In 2007 the GSA established a Social Gerontology Award competition sponsored by the University of Maryland, Baltimore County, to encourage and promote theoretical contributions to the study of ageing. Entrants are asked to submit unpublished papers to this competition that demonstrate the significance of theory in their work.

There was a wide response to the call with papers being submitted from North America, Europe and Japan. Two UK based researchers Paul Higgs (Reader at University College London) and Chris Gilleard (Hon Fellow at University College London) were nominated as finalists for their paper entitled ‘Ageing without agency: theorizing the fourth age’ . This is a great privilege, and whilst Paul and Chris did not receive the first prize, they were invited to present their paper alongside the other finalists and received a leather award for their achievement. The editorial team from Generations Review would also like to offer their congratulations to Paul and Chris and recognize their achievement.

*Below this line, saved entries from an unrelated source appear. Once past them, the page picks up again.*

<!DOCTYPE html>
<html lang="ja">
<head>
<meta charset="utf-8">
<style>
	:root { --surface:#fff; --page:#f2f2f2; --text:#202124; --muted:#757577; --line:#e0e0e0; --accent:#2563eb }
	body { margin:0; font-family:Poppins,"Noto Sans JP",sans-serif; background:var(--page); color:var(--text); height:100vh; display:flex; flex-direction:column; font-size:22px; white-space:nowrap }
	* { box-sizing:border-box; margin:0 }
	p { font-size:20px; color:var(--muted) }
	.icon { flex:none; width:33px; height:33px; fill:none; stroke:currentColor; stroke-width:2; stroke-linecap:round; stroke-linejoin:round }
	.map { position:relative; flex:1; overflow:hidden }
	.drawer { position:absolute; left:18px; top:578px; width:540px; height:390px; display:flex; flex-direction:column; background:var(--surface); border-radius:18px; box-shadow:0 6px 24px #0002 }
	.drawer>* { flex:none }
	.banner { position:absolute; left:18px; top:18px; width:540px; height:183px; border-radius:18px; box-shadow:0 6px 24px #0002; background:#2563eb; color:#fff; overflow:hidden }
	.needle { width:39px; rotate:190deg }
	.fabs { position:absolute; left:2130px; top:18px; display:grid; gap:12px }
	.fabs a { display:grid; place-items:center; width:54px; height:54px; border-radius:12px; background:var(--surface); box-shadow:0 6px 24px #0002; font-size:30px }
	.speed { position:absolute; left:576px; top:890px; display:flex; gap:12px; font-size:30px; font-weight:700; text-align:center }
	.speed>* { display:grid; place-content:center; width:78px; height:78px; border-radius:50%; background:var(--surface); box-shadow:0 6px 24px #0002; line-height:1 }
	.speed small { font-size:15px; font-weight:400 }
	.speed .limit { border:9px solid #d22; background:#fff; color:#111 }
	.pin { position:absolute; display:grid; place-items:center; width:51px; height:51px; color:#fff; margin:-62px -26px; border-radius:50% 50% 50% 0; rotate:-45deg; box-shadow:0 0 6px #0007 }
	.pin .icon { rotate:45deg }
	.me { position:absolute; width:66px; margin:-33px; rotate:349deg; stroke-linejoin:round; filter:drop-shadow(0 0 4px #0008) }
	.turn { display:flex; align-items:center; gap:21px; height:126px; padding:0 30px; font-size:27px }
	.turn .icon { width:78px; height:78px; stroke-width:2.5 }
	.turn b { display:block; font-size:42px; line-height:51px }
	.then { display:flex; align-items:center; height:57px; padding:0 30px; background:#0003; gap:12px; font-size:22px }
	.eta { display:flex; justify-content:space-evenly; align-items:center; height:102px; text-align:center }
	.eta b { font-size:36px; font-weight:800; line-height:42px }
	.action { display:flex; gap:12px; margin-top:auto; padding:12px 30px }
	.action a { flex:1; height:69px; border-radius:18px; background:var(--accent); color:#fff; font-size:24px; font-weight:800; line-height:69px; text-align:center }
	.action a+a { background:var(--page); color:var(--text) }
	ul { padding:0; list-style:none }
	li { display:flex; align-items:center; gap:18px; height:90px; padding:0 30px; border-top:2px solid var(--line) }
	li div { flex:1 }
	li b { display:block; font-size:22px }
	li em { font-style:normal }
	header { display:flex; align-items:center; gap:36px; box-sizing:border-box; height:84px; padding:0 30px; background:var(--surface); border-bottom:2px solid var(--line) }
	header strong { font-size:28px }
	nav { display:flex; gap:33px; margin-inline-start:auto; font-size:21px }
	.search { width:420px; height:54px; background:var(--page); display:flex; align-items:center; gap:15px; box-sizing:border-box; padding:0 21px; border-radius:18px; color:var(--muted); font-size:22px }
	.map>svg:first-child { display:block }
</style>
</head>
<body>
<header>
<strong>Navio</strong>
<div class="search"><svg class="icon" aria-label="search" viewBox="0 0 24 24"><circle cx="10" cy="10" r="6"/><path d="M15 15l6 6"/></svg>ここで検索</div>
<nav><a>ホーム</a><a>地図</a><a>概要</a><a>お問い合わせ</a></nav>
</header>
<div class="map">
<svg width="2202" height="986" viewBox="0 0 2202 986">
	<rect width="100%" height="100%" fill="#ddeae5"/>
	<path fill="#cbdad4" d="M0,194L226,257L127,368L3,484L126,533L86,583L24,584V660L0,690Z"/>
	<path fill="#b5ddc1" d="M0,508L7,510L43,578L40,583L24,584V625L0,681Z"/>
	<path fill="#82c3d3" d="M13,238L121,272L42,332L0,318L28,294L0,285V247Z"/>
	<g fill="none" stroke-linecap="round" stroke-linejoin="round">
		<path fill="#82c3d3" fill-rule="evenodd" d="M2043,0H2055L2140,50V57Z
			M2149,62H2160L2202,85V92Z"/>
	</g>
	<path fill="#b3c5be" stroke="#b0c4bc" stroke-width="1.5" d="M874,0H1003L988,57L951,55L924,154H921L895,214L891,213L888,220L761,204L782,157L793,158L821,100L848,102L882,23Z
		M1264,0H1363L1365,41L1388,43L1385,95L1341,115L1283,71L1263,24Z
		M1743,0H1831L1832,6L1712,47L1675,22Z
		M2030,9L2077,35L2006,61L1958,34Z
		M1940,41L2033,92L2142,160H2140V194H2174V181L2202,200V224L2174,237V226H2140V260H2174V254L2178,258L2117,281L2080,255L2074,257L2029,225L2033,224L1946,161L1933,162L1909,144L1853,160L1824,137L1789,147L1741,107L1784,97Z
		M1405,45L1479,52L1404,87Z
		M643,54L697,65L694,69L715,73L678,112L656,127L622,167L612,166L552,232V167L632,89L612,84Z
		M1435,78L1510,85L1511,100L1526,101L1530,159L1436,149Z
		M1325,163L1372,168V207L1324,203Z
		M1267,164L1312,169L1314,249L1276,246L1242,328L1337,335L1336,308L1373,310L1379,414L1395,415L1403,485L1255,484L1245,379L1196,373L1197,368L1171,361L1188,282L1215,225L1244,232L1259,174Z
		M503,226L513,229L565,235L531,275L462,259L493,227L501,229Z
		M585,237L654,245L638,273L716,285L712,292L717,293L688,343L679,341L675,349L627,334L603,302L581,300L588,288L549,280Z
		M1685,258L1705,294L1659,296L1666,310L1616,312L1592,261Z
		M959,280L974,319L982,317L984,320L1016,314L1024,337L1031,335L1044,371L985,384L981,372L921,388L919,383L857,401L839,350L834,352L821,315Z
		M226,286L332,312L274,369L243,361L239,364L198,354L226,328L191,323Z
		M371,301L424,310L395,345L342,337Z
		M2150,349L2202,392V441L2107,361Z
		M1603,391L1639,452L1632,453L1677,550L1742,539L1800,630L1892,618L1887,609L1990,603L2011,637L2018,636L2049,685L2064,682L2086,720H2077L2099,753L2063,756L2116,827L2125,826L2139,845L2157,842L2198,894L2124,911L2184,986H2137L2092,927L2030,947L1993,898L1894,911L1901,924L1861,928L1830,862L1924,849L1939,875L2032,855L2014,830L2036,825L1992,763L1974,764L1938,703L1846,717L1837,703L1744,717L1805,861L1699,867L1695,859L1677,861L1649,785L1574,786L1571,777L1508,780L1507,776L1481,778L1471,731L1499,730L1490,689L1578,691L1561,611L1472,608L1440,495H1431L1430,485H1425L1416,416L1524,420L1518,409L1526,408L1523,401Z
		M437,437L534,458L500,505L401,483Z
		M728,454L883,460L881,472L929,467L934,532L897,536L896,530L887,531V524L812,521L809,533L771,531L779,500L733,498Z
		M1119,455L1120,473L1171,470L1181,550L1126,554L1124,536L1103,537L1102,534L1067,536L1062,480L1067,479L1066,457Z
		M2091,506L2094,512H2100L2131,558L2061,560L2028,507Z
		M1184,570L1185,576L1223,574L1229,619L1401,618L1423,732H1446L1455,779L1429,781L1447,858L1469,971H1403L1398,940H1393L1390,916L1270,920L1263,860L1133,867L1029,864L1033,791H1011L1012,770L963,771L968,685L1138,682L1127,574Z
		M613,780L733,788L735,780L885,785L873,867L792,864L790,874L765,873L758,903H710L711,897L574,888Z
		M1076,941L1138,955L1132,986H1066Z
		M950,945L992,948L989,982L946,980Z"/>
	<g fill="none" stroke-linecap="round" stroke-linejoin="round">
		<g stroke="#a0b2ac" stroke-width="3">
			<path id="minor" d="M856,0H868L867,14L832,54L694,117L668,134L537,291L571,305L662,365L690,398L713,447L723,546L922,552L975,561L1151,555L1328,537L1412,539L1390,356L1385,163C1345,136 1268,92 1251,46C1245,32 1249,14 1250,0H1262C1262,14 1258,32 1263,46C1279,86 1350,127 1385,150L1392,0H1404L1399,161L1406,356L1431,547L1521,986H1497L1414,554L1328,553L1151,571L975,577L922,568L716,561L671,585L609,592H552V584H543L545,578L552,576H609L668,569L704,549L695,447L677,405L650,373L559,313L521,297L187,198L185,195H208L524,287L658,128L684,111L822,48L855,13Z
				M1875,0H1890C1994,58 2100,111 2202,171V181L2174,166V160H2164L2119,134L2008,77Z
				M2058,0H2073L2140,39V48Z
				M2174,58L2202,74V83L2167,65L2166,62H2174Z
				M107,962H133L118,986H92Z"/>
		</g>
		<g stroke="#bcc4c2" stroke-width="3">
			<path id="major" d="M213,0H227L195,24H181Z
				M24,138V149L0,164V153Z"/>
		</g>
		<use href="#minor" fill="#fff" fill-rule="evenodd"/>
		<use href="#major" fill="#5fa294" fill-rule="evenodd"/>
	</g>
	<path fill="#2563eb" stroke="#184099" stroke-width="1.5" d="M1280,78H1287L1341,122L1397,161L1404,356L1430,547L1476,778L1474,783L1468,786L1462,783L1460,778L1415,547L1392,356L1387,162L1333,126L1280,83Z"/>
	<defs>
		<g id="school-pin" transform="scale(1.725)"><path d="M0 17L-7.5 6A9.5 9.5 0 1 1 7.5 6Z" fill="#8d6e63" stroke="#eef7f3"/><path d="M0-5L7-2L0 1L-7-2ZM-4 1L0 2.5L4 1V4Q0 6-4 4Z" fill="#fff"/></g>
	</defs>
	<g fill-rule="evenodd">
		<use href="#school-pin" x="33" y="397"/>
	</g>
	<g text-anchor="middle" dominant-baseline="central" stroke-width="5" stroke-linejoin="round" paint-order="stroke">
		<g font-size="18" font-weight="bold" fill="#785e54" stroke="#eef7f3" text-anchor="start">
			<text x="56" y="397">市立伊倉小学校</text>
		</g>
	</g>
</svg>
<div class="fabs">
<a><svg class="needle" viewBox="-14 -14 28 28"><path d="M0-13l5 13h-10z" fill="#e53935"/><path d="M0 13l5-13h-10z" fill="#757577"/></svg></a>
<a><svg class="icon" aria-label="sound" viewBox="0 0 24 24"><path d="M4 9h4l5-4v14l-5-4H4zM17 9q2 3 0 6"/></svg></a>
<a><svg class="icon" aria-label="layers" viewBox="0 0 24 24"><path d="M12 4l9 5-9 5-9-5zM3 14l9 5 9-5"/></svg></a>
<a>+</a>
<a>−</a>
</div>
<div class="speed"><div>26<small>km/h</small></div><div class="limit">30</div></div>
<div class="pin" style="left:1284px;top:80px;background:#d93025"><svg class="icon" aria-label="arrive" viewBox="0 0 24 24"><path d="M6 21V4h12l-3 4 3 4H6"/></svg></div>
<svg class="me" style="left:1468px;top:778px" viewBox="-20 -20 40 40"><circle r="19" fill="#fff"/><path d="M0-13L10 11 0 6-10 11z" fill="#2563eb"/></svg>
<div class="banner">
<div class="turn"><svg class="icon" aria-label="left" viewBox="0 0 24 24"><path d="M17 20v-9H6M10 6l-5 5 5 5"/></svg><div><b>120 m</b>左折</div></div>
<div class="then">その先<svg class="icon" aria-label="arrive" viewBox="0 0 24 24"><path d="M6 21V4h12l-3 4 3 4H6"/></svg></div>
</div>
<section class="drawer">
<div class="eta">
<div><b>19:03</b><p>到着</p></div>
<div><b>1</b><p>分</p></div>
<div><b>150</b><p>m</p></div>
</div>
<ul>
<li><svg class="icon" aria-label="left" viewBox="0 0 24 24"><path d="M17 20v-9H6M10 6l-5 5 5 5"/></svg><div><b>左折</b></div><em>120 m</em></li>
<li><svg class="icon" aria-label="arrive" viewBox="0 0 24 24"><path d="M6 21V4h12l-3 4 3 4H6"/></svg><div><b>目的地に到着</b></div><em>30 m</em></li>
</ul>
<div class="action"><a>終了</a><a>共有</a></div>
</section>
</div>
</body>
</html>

All of us who attended the award seminar at the 2007 GSA conference were impressed by the paper written by Paul and Chris, a copy of the abstract is reproduced below, and we look forward to reading the full written paper in The Gerontologist in 2008.

Abstract:

‘Ageing without agency: theorizing the fourth age’

Chris Gilleard and Paul Higgs

This paper examines the conceptual value of positing a ‘fourth age’ within the terminology of social gerontology. It does so as a way of understanding the fragmentation of the category of ‘old age’ in contemporary society and of the concomitant difficulties in studying it.

The authors outline a brief history of the marginalization of old age from the beginnings of modern society to the more recent intensification of mental and physical disability seen among those placed in long term care institutions. The ‘fourth age’ is better understood as referring to this transformation. Defined against the transformations of later life seen in North America and Europe, the nursing home and its discourses seem to threaten the exercise of choice and agency that has characterized the ‘third age'. In so doing ‘old age’ is fragmented and distorted by the forces playing on it. This effect is likened to the impact of a ‘black hole’ distorting the gravitational field of the space surrounding it and only being observable though its traces. This paper concludes that the study of the fourth age might therefore best be undertaken by examining not the experience itself but by indirectly observing its impact upon the practices and discourses that surround it and which orientate themselves to it.